Rotated Second-Order Cone Constraints in docplex

I have programmed the model in here using Gurobi 9.0 in Python 3.7. To ensure playing within the boundaries of the licensing, I am trying to program it using CPLEX where we have broader flexibility under a commercial license. I have two short questions.

First, is DoCplex the same as Cplex in Python, if not can you please refer to an example implementation?

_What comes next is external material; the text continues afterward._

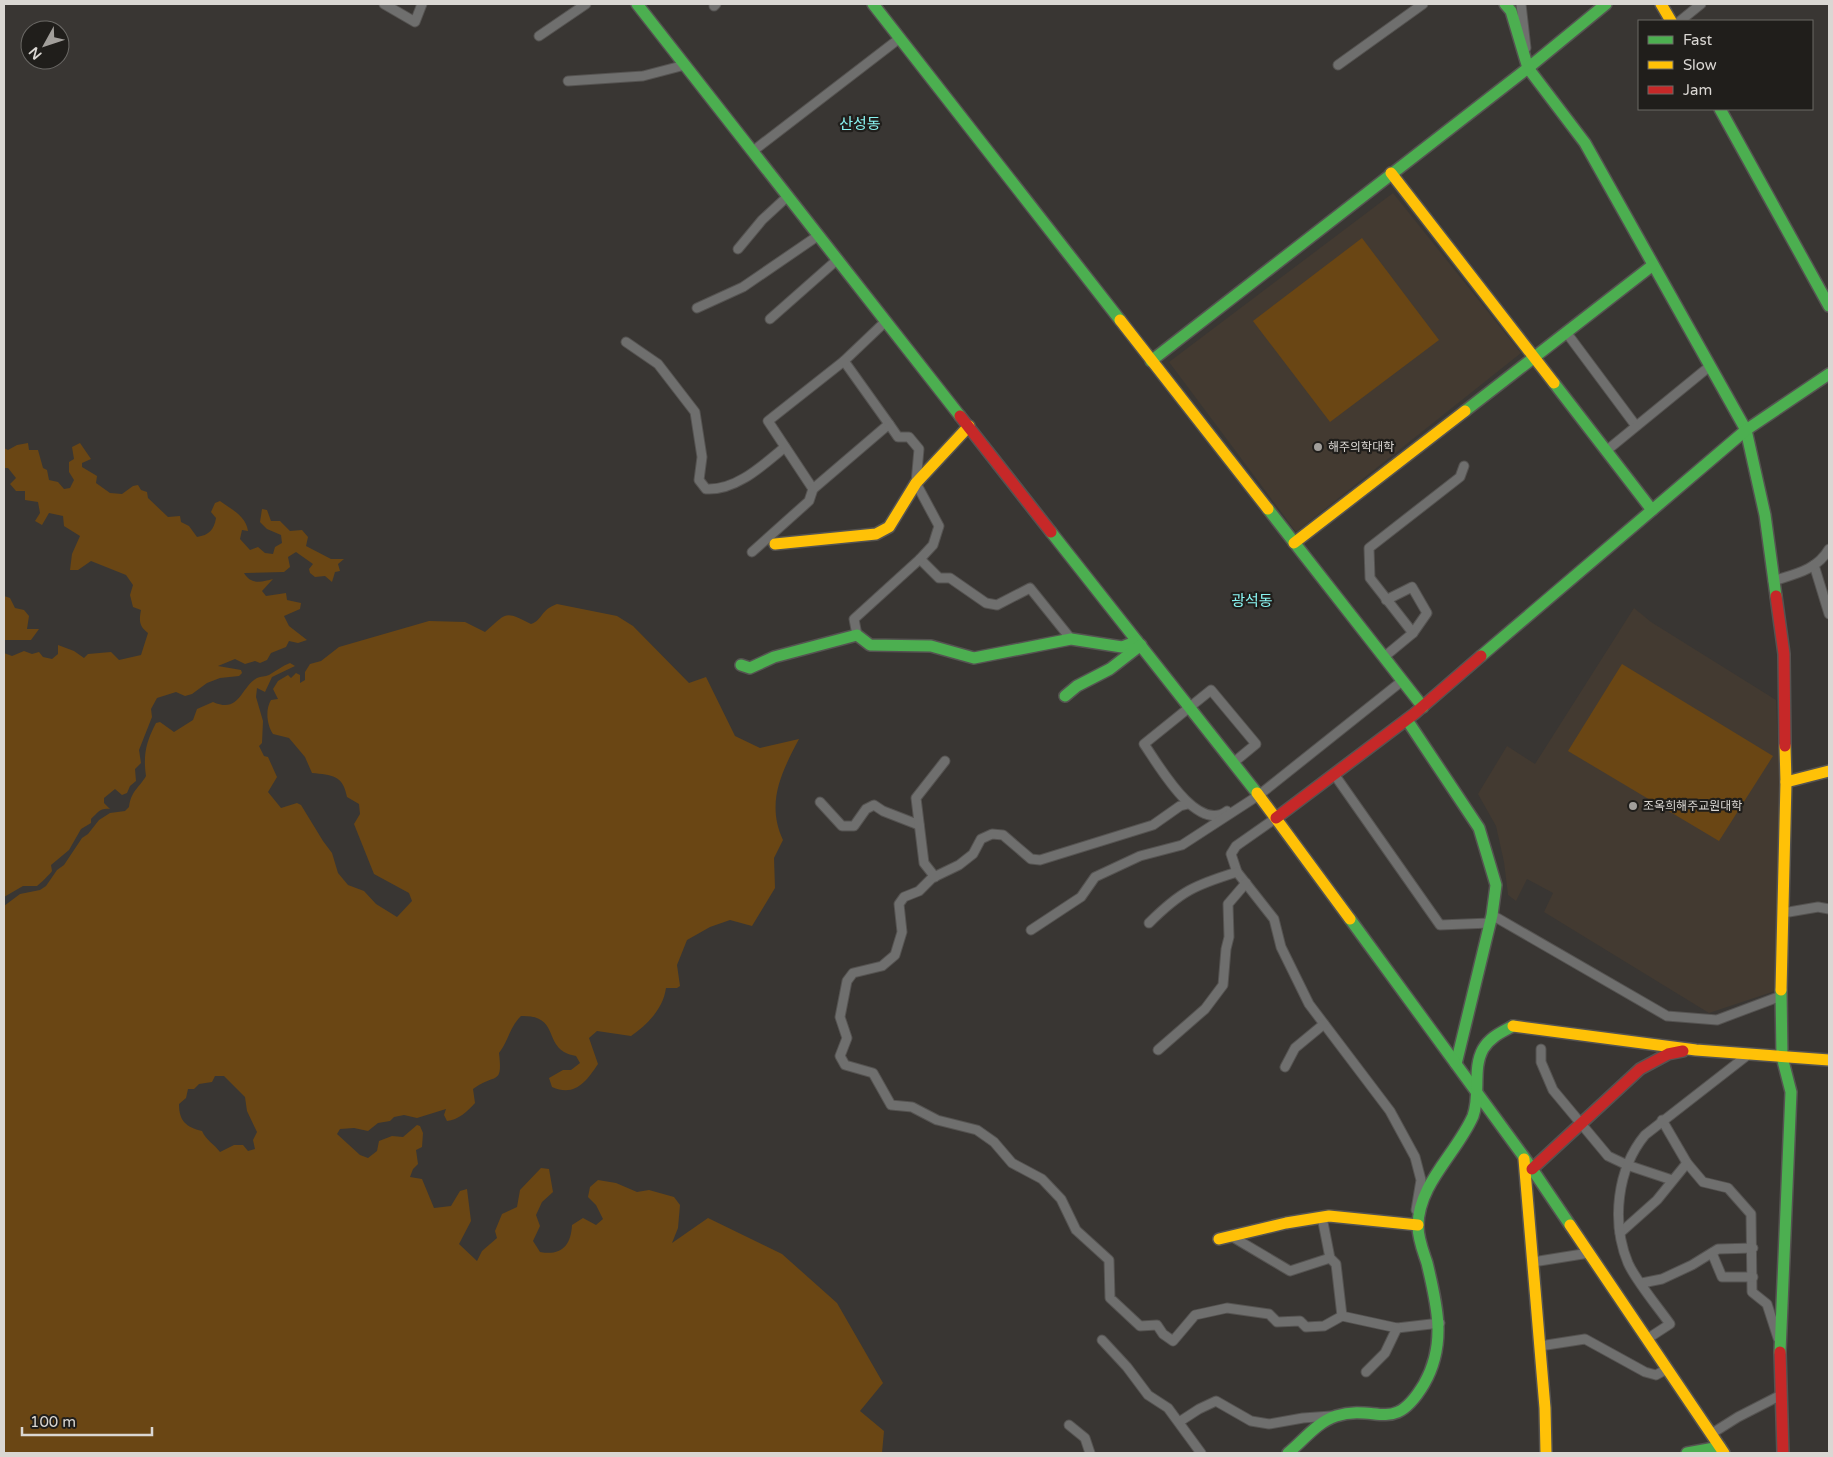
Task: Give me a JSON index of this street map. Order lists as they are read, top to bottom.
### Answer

Second, how can I introduce the rotated second-order cone constraints in this coding? I checked Docplex functions and couldn't see something relevant.

### BEGIN DECLARING THE MODEL ###
m= Model('CTA')
### END DECLARING THE MODEL ###

### BEGIN ADDING VARIABLES INTO THE MODEL m ###
freq = m.continuous_var_dict(Pattern, lb=1, ub=15, name ='freq')
invfreq = m.continuous_var_dict(Pattern, lb=1, ub=15, name ='invfreq')
### END ADDING VARIABLES INTO THE MODEL m ###

### BEGIN INTRODUCING THE OBJECTIVE FUNCTION INTO m ###
m.maximize(m.sum(0.5*crt_ridership[pat,s]*(30-30*invfreq[pat])
                        for (pat,s) in PatternStop))
### END INTRODUCING THE OBJECTIVE FUNCTION ###

### BEGIN ADDING CONSTRAINTS INTO m ###
m.add_constraint(m.sum(unit_cost[pat]*triptime[pat]*freq[pat]/60 for pat in Pattern)
                    - m.sum(FixedFare*crt_ridership[pat,s] for (pat,s) in PatternStop) <= S)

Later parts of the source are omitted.